Databases and software designed for use with microarrays is discussed in Balaban et al., U.S. Pat. No. 6,229,911, a computer-implemented method for managing information, stored as indexed tables, collected from small or large numbers of microarrays, and U.S. Pat. No. 6,185,561, a computer-based method with data mining capability for collecting gene expression level data, adding additional attributes and reformatting the data to produce answers to various queries. Chee et al., U.S. Pat. No. 5,974,164, disclose a software-based method for identifying mutations in a nucleic acid sequence based on differences in probe fluorescence intensities between wild type and mutant sequences that hybridize to reference sequences.

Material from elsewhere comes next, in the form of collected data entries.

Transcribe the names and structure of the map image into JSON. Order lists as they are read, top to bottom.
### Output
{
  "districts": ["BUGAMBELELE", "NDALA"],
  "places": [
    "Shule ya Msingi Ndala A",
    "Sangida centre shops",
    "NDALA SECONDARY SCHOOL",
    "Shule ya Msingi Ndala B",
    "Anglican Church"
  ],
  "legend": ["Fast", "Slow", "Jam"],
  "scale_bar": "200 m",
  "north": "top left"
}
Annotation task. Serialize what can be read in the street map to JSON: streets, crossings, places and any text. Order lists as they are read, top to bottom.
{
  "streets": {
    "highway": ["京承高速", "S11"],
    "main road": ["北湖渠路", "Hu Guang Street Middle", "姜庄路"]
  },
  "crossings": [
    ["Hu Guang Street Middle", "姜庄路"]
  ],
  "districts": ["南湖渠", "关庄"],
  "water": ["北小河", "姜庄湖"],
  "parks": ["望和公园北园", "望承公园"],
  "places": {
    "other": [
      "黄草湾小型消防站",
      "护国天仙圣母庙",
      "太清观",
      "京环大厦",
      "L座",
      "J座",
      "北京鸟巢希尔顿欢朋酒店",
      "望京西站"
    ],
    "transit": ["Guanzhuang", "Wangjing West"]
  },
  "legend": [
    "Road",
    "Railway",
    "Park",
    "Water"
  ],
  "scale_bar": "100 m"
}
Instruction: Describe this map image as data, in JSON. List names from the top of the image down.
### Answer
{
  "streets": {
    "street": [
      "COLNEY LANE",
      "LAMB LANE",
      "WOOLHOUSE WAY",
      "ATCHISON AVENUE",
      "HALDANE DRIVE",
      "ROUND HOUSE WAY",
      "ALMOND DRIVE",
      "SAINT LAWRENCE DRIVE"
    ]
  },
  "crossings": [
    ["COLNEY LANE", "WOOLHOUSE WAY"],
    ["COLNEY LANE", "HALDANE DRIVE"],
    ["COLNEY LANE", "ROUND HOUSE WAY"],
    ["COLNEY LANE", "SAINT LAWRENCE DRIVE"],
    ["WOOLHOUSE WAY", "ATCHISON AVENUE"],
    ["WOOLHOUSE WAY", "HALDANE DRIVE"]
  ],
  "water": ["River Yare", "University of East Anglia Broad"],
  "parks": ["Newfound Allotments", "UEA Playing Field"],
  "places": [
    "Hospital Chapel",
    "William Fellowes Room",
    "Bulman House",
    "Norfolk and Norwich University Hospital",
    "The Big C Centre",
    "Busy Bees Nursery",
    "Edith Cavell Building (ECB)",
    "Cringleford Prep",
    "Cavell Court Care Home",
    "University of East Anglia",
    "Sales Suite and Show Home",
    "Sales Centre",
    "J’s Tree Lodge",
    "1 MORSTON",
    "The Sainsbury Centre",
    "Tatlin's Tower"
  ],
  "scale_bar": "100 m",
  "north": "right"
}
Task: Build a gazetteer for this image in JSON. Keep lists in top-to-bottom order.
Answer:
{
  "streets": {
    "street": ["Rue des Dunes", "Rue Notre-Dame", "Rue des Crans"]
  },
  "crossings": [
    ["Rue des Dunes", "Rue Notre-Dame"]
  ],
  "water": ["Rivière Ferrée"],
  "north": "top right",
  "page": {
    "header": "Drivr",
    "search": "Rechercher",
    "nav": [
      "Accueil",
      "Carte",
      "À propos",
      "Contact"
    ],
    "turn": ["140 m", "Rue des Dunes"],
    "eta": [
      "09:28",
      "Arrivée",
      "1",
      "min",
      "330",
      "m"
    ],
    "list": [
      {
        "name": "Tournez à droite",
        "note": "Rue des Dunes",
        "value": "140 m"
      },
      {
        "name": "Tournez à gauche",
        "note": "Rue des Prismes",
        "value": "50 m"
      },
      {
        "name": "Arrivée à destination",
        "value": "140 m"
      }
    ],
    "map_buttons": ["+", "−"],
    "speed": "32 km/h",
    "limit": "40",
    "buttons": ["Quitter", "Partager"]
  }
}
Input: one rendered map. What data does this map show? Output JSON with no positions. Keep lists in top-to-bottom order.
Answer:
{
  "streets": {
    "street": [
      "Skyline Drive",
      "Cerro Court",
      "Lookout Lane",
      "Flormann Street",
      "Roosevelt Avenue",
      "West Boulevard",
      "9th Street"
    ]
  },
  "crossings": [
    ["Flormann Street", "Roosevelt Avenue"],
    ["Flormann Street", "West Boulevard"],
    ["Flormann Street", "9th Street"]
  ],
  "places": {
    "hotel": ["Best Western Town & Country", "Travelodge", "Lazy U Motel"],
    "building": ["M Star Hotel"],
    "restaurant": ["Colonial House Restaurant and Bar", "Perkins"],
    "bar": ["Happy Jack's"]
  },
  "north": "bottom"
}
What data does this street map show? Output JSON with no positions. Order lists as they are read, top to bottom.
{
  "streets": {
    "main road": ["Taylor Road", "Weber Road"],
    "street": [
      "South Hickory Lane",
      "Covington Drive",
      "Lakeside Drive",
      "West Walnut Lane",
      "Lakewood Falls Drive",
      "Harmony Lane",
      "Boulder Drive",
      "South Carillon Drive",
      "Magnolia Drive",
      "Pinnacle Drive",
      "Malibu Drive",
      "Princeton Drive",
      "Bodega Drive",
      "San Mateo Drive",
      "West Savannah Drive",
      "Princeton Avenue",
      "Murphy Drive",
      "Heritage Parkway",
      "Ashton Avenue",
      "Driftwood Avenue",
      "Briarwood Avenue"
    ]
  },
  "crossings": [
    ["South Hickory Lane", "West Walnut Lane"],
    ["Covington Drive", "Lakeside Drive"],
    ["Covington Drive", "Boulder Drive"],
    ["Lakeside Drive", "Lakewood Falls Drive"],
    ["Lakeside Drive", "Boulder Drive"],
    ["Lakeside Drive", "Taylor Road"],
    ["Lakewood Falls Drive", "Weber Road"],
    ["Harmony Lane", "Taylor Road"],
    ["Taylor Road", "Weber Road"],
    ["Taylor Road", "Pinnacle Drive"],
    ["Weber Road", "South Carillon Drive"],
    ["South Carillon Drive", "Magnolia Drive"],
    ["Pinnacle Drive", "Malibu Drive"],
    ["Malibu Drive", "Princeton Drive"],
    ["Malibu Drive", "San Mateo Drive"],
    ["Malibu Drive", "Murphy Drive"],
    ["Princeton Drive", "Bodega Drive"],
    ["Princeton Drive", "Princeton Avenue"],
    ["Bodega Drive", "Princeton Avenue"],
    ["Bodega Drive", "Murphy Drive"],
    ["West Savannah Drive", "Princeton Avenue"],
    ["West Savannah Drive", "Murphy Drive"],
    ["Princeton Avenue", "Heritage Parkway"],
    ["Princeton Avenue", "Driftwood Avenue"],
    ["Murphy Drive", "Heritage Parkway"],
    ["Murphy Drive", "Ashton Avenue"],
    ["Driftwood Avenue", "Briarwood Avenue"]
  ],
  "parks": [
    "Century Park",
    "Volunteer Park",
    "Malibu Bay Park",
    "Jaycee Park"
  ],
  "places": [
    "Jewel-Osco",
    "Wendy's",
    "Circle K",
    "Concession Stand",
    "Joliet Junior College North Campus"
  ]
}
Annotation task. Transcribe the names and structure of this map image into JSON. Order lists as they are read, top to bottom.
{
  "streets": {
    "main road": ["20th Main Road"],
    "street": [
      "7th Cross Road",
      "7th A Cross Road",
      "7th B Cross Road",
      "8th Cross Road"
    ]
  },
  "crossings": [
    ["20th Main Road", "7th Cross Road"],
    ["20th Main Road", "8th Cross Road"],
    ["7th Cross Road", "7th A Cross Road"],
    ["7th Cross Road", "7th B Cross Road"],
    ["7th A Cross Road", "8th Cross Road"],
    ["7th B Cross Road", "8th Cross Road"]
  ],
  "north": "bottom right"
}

Yet another aspect of the present invention provides a method of conducting a target discovery business comprising:
By assay systems, it is meant, the equipment, reagents and methods involved in conducting a screen of compounds for the ability to modulate gene expression using the method of the invention.
The above disclosure generally describes the present invention. A more complete understanding can be obtained by reference to the following specific examples. These examples are described solely for the purpose of illustration and are not intended to limit the scope of the invention. Changes in form and substitution of equivalents are contemplated as circumstances might suggest or render expedient. Although specific terms have been employed herein, such terms are intended in a descriptive sense and not for purposes of limitation.
The following non-limiting examples are illustrative of the present invention:
The sets of primers were designed such that the amplification product is a PCR amplicon that is a unique portion of a CYP, NXR, SCL transporter or SULT/UGT gene (See Table 1).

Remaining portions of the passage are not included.